Não é a primeira vez que estes incidentes acontecem, aliás, o jornal “O País” já produziu várias reportagens mostrando muitas fragilidades destes meios circulantes.

Recentemente, um autocarro perdeu travões e causou acidente na Avenida Guerra Popular e colocou a vida de várias pessoas em risco. Uma das grandes questões que têm sido levantadas é a falta de manutenção, muitos destes autocarros não fazem regularmente a manutenção, conforme as recomendações do fabricante. Outro ponto é que estes autocarros não têm apólice de seguros. Este que ardeu, esta manhã, por exemplo, não tinha extintores de incêndio.

O porta-voz do SENSAP Leonildo Pelembe avançou que quando inspeccionou-se o autocarro, concluiu-se que não possuía nenhum instrumento para debelar chamas. “Quando chegamos lá, constatamos que o carro não possuía nenhum extintor para debelar o incêndio”.

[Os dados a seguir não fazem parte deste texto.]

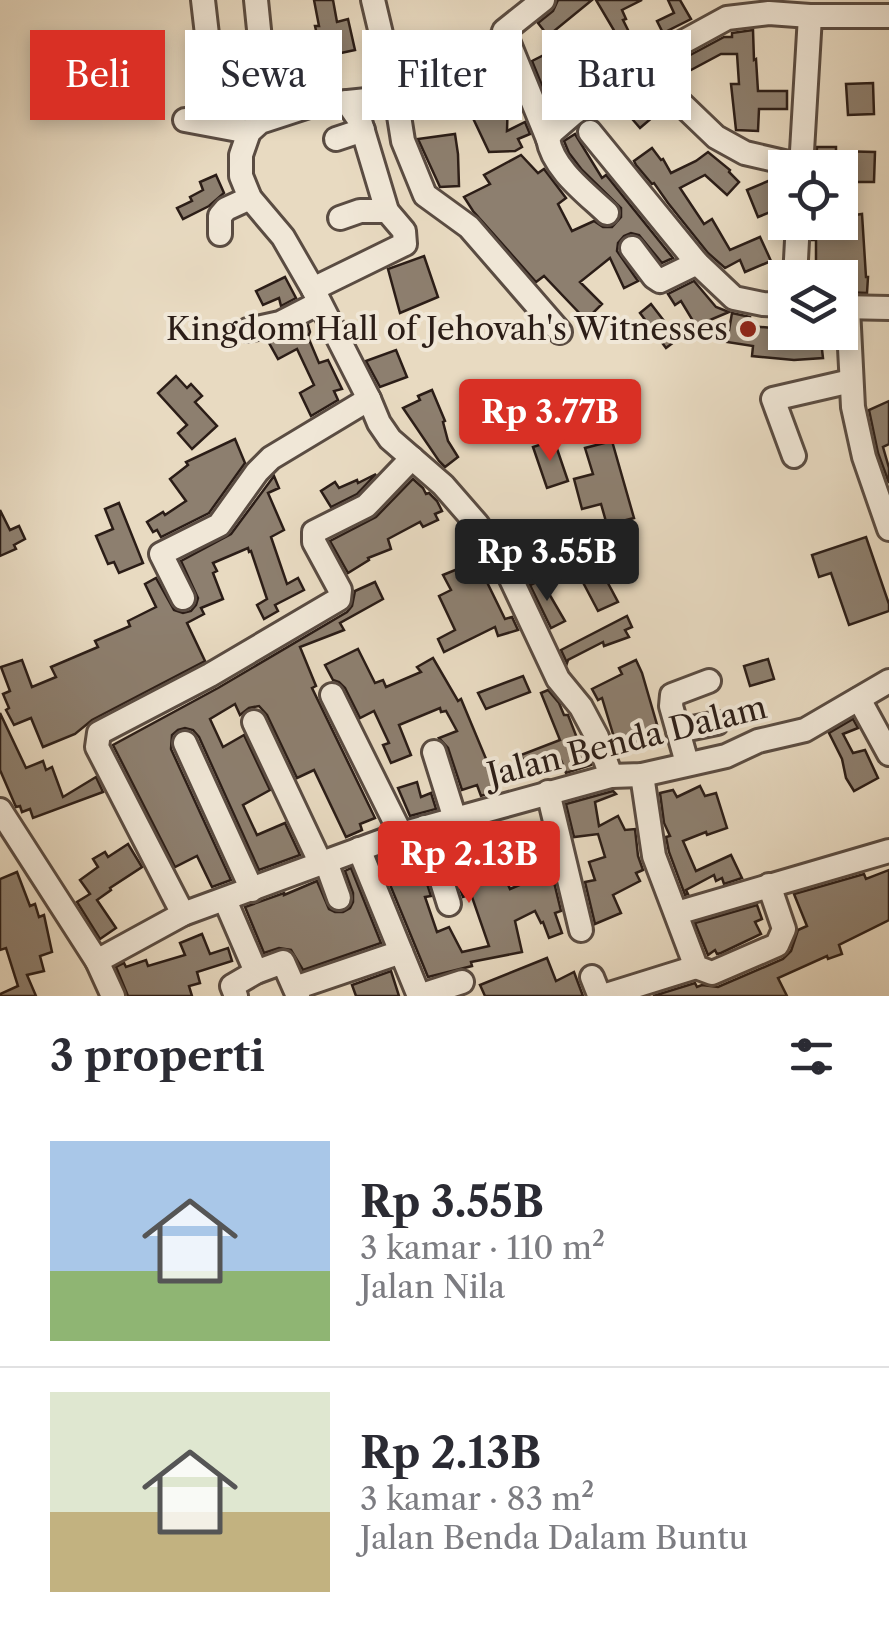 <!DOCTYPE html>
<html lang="id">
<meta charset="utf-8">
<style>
:root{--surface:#fff;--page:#f2f2f3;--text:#2b2b33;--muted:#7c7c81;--line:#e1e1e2;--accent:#d93025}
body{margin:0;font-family:"Libre Caslon Text",serif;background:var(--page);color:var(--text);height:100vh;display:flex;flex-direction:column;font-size:38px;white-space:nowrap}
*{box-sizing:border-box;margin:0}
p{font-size:32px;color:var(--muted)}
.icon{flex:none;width:55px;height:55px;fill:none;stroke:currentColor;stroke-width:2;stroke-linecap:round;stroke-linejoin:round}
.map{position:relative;height:996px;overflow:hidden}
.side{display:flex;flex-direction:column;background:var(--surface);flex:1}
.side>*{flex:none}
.top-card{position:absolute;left:30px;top:30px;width:830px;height:90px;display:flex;gap:20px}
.tools{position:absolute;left:768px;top:150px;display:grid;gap:20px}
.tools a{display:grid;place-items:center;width:90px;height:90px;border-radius:0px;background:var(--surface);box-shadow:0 5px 15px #0003;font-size:50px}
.price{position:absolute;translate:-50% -85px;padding:0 22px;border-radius:10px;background:var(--accent);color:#fff;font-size:32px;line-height:65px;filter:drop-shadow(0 2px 5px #0008)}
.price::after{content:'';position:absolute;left:50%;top:60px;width:30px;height:22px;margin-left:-15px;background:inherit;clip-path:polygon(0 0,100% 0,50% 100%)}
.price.active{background:#222;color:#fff}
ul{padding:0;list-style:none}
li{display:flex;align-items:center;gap:30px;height:250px;padding:0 50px}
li+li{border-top:2px solid var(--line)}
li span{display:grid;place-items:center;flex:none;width:280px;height:200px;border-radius:0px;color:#555}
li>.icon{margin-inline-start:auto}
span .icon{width:120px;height:120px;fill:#fffc;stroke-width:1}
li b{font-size:42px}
h2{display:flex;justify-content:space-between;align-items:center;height:120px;padding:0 50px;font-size:42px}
.chip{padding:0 35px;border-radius:0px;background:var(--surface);box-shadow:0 5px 15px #0003;font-size:35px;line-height:90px}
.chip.active{background:var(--accent);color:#fff}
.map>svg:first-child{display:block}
.building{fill:#8d7f6f;stroke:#2b1d17;stroke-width:2.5}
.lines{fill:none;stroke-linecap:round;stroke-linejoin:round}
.minor-casing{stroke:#5a4c42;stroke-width:28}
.minor{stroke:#f0e7d7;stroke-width:22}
.poi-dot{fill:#8f2418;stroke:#f0e7d7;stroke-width:4}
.labels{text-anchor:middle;stroke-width:8;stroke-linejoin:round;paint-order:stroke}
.poi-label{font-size:32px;fill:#2b1d17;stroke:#f0e7d7;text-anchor:end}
.street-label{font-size:32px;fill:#2b1d17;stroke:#f0e7d7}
</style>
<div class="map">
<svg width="889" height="996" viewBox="0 0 889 996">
<rect width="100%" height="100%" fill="#e8dac1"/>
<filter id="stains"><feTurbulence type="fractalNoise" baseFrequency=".002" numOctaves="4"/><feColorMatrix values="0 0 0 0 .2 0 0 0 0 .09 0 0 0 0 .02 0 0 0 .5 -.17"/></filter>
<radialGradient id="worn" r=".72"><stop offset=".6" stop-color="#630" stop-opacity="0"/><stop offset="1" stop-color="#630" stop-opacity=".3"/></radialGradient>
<!-- building -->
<g class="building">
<path d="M314 0H333L337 22 348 19 355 50 322 57 315 26H319Z"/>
<path d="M558 0H592L548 36 538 23 553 11Z"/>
<path d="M596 0H642L622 10 626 19 623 20 635 44 625 49Z"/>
<path d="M668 0H680L691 19 663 33 657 21 674 13Z"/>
<path d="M753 30 754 60 756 59 758 91H787V109H759L758 131 736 130 731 84H739L737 54H721L676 78 666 68 724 37H732V33Z"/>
<path d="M490 31 493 43 490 45 501 67 508 98 507 131 525 122 530 134 518 139 522 147 515 151 489 152 471 114 468 115 464 97 482 92 464 56 462 44Z"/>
<path d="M562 53 571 71 554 80 566 100 552 110 532 61 546 54 549 60Z"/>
<path d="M873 83 874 114 848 115 846 84Z"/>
<path d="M642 87 661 110 640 128 620 105Z"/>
<path d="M455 134 458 154 459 186 440 187 418 139Z"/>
<path d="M575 134 602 178 606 175 673 258 662 263 639 235 631 233 624 236 618 243 617 251 638 281 624 288 610 258 580 282 602 304 586 320 544 276 536 282 473 211 464 197 490 184 484 175 521 155 538 173 544 169 566 198 558 204 572 231 594 221 603 227H612L621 217V208L582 170 569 153 564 141Z"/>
<path d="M817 147H836V151L875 152 874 182H844L845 168H816Z"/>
<path d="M652 148 661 160 663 159 671 173 696 161 708 152 730 170 729 172 739 182 727 195 705 175 680 188 704 224 712 219 730 250 760 237 771 261 745 272 740 260 725 268 708 253 668 203 654 183 652 184 636 165 634 161Z"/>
<path d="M216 175 224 193 209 206 183 219 177 208 192 201 190 197 203 190 200 182Z"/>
<path d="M773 179 785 206 758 217 747 190Z"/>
<path d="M862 214 866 277H868L867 293 843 292 844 277 816 276V240H812L813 222H840V217Z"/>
<path d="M424 256 438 297 400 313 388 269Z"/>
<path d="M285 277 296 298 281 306 279 298 263 305 256 291Z"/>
<path d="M694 281 716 307 729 312 696 326 681 301 675 305 668 294Z"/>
<path d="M651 304 678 339 666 348 640 313Z"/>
<path d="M732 313 750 317 749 326 785 329V332H820L823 358 794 360 752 356 753 346 727 342Z"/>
<path d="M308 325 310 332 308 337 319 363 328 360 342 389 334 391 338 400 311 416 300 393 314 385 297 349 278 359 268 341 286 337Z"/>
<path d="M396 350 407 377 380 387 366 361Z"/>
<path d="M176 376 187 388 191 384 202 396 195 402 217 426 192 449 178 433 187 425 158 393Z"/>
<path d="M432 390 445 421 443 422 448 441 458 457 445 467 439 461 403 408 420 400 418 396Z"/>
<path d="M889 401V444L883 447 889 468V483L878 453 869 410Z"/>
<path d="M235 439 245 463 209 513 161 537 157 530 153 532 147 522 163 512 165 515 186 501 170 479 188 465 186 462Z"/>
<path d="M554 440 568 481 547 488 533 447Z"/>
<path d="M612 441 634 518 607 525 601 504 582 509 574 479 593 474 585 448Z"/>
<path d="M376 474 357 494 331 507 321 491 335 482 339 488 357 480 358 483Z"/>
<path d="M274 476 279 488 268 493 284 530 271 537 287 584 298 578 304 590 275 605 278 611 264 619 257 605 267 599 251 551 249 552 248 548 213 563 217 571 213 573 223 599 201 608 204 614 187 623 205 661 92 720 75 734 43 747 31 718 14 725 6 710 9 708 3 694 10 691 1 667 22 660 32 687 56 677 51 667 98 647 95 641 130 626 128 621 156 607 145 584 156 578 174 610 183 613 191 611 196 605 198 598 181 561 231 534Z"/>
<path d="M413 479 423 488 426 494 429 493 437 501 442 511 435 514 438 520 423 527 420 522 388 539 391 549 368 558 369 560 348 573 330 541 376 517Z"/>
<path d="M119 503 143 563 119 573 114 562 108 564 96 536 113 529 105 509Z"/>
<path d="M0 510 10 530 19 526 25 539 14 545 16 549 0 556Z"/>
<path d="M498 521 542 529 535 552 515 546 518 538 503 536 497 527Z"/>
<path d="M866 537 889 604V611L849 625 831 573 819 577 812 555Z"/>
<path d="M586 542 618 602 598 611 567 552Z"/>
<path d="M482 559 486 568V573L483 574 505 619 512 617 518 630 498 636 495 627 444 652 438 639 455 630 439 596 451 590 443 575Z"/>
<path d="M541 580 565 621 551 628 530 585Z"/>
<path d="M375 582 383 599 340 623 344 630 300 647 316 686 312 688 375 818 360 824 362 830 346 837 314 770 297 778 267 715 259 706 249 708 240 715 235 704 210 719 223 747 244 735 270 790 243 805 257 835 285 823 300 855 259 870 199 737 193 730 185 728 178 730 172 735 171 749 231 880 212 887 197 856 175 867 113 745 218 688 347 612 352 606 355 591Z"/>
<path d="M627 616 632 627 625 630 629 637 604 646 603 642 568 660 567 663 561 650Z"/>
<path d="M358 649 375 683 383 680 386 687 421 672 417 667 433 658 458 701 461 699 499 790 481 796 477 785 462 790 448 748 439 738 457 731 446 711 441 712 440 708 399 725 411 755 391 763 383 745 389 743 374 711 360 718 345 688 339 682 333 680 325 665Z"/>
<path d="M768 659 774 679 750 686 744 666Z"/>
<path d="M636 660 642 673 660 735 617 747 602 698 598 700 592 689 622 674 619 668Z"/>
<path d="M523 676 530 692 486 709 478 693Z"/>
<path d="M548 690 559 703 564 715H568L584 756 587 755 591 765 566 773 561 760 528 773 521 755 560 740 541 693Z"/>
<path d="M0 713 26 768 43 761 46 770 52 767 63 797 96 777 103 792 33 818 30 809 22 812 20 806 16 807 0 770Z"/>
<path d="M853 719 858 728 843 734 853 753 865 750 878 778 854 791 846 778 842 759 829 733Z"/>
<path d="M417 782 421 797 431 793 436 809 410 816 398 788Z"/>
<path d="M700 786 705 796 716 793 727 828 707 835 706 832 683 841 696 871 731 855 742 878 724 884 722 878 716 881 714 875 686 890 688 894 685 895 669 852 666 837 670 836 664 823 660 793 673 790 677 797Z"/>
<path d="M613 791 616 794 595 802 599 826 618 816 625 830 635 829 638 856 643 870 636 873 640 881 613 895 621 913 595 924 585 882 595 880 589 862 605 857 598 834 574 837 566 804Z"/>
<path d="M481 827 490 857 495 855 510 889 543 875 545 880 553 878 561 911 555 913 562 933 549 938 543 922 541 923 535 911 515 921 522 952 471 962 472 966 428 977 379 858 415 846 431 896 425 897 437 932 449 927 462 952 489 946 471 894 463 897 457 880 479 872 471 850 466 852 463 840 446 845 444 838Z"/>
<path d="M128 844 142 867 110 888 111 890 97 900 116 928 100 939 77 902 90 894 80 880 98 867 93 859 105 852 108 857Z"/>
<path d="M351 868 381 943 303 970 291 950 279 948 264 953 245 907 284 893V895L317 881 329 909 335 912H343L350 908 353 902V893L345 871Z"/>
<path d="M889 870V920L839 945 842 954 828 959 827 956 778 978 787 996H653L695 983 697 987 702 985 718 987 783 959 791 951 798 930 807 926 794 894 864 874 866 879Z"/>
<path d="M17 872 30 906 35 904 39 917 44 915 52 952 40 956 44 971 27 975 36 996H0V994L18 986 6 948 0 950V879Z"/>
<path d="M757 905 762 919 755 922 761 934 721 953 717 954 715 950 708 955 695 923Z"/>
<path d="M202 934 210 954 228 948 232 961 197 972 200 983 189 986 192 996H128L116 967 124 963 126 967 146 960 148 966 185 955 180 943Z"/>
<path d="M547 958 556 981 574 972 583 996H485L480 985Z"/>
<path d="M391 971 399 996H356L352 985Z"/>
</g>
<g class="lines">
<!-- minor casing -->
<g class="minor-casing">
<g id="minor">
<path d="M203 0 209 52 212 60 218 64 263 69 256 0"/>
<path d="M373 0 396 97 403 141 425 195 469 227 560 332"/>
<path d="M543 0 504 31 548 139"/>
<path d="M641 65 716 137 745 153 801 166"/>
<path d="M263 69 267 107"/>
<path d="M396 97 309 106 260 122 249 132 241 155V176L250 198 283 237 313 289 369 399 379 423 390 439 443 485 477 524 503 562 558 679 581 707 597 737 611 776"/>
<path d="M185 120 249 132"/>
<path d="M590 132 697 263 734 298 763 304 785 305"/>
<path d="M336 139 363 130"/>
<path d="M801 168 810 16"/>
<path d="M607 213C586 193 553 169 548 139L552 132 574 113 641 65 727 18 769 13 810 16H889"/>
<path d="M340 218 360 211H387"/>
<path d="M220 234V216L226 209 250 198"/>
<path d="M632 248 654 277 660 281 697 263"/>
<path d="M795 278 798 222"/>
<path d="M313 289 405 244 404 231 387 211 360 121 347 102"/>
<path d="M840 307 889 308"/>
<path d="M848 308 853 407 864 457 889 529"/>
<path d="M248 330 280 323 319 303"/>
<path d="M794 456 773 399 851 381"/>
<path d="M183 598 161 554 219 525 257 472 271 458 369 399"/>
<path d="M332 695 401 834"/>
<path d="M859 699 889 754"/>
<path d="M254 722 321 864"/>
<path d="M678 731 717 723"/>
<path d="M185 743 252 890"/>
<path d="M434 752 455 819"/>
<path d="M687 763 671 706 672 695 709 681"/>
<path d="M642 775 654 856 696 967 712 973 777 945 784 929 769 885"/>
<path d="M548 792 581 930"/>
<path d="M0 810 97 961 113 996"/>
<path d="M425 827 449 904"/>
<path d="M359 849 419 996"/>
<path d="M326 862 339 898"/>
<path d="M225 900 256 972"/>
<path d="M677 913 889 851"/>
<path d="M183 914 97 747 99 733 210 675 339 599 340 590 314 542V532L366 506 412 458"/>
<path d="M97 961 183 914 401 834 611 776 642 775 726 756 758 741 805 730 889 681"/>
<path d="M592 977 598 992 603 996 696 967"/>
<path d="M295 988 401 952"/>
<path d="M236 996 232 986 256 972 283 962 298 996"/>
<path d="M419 996 462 982"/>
</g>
</g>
<!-- minor -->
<use href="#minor" class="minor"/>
</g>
<!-- markers -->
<circle class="poi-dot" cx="748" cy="329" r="10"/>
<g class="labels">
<!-- poi labels -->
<g class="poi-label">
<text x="728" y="340">Kingdom Hall of Jehovah's Witnesses</text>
</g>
<!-- street labels -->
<g class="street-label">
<text transform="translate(627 741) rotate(-14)" y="11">Jalan Benda Dalam</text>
</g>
</g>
<rect width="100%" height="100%" filter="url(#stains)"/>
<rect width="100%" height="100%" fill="url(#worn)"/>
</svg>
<div class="tools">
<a><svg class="icon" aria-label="locate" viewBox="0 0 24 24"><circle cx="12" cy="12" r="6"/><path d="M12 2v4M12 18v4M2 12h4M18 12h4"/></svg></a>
<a><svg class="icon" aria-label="layers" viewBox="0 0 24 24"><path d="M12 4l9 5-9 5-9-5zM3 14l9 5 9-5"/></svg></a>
</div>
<b class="price" style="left:550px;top:464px">Rp 3.77B</b>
<b class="price active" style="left:547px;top:604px">Rp 3.55B</b>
<b class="price" style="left:469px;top:906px">Rp 2.13B</b>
<div class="top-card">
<a class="chip active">Beli</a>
<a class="chip">Sewa</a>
<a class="chip">Filter</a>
<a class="chip">Baru</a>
</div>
</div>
<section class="side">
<h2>3 properti<svg class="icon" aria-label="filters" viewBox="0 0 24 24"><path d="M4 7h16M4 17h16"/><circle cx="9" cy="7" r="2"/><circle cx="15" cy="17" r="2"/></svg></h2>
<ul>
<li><span style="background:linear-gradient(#a9c7e8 65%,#8fb573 0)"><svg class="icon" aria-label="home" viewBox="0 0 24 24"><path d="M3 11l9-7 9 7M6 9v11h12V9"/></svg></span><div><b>Rp 3.55B</b><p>3 kamar · 110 m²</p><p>Jalan Nila</p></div></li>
<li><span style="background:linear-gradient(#dfe7d0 60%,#c2b280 0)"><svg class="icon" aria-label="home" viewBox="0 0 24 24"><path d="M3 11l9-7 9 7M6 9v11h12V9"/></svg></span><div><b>Rp 2.13B</b><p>3 kamar · 83 m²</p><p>Jalan Benda Dalam Buntu</p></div></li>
</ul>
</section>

E a avaliação preliminar feita pelo Serviço Nacional de Salvação Pública afasta por enquanto o curto-circuito como causa do incêndio.
“Na investigação que nós fizemos, de forma preliminar, podemos avançar que as hipóteses que estão a ser cada vez mais consideradas nesta investigação, apontam para um possível início de incêndio numa queda de alguns óleos que caíram por cima do motor em combustão”.

Com aquele incidente, retira-se mais um autocarro da estrada o que pode agudizar a falta de transporte e, acontece numa altura em que ainda não houve nenhuma decisão quanto à entrada em circulação dos 80 autocarros movidos a gás recentemente adquiridos pelo Governo e continuam parqueados.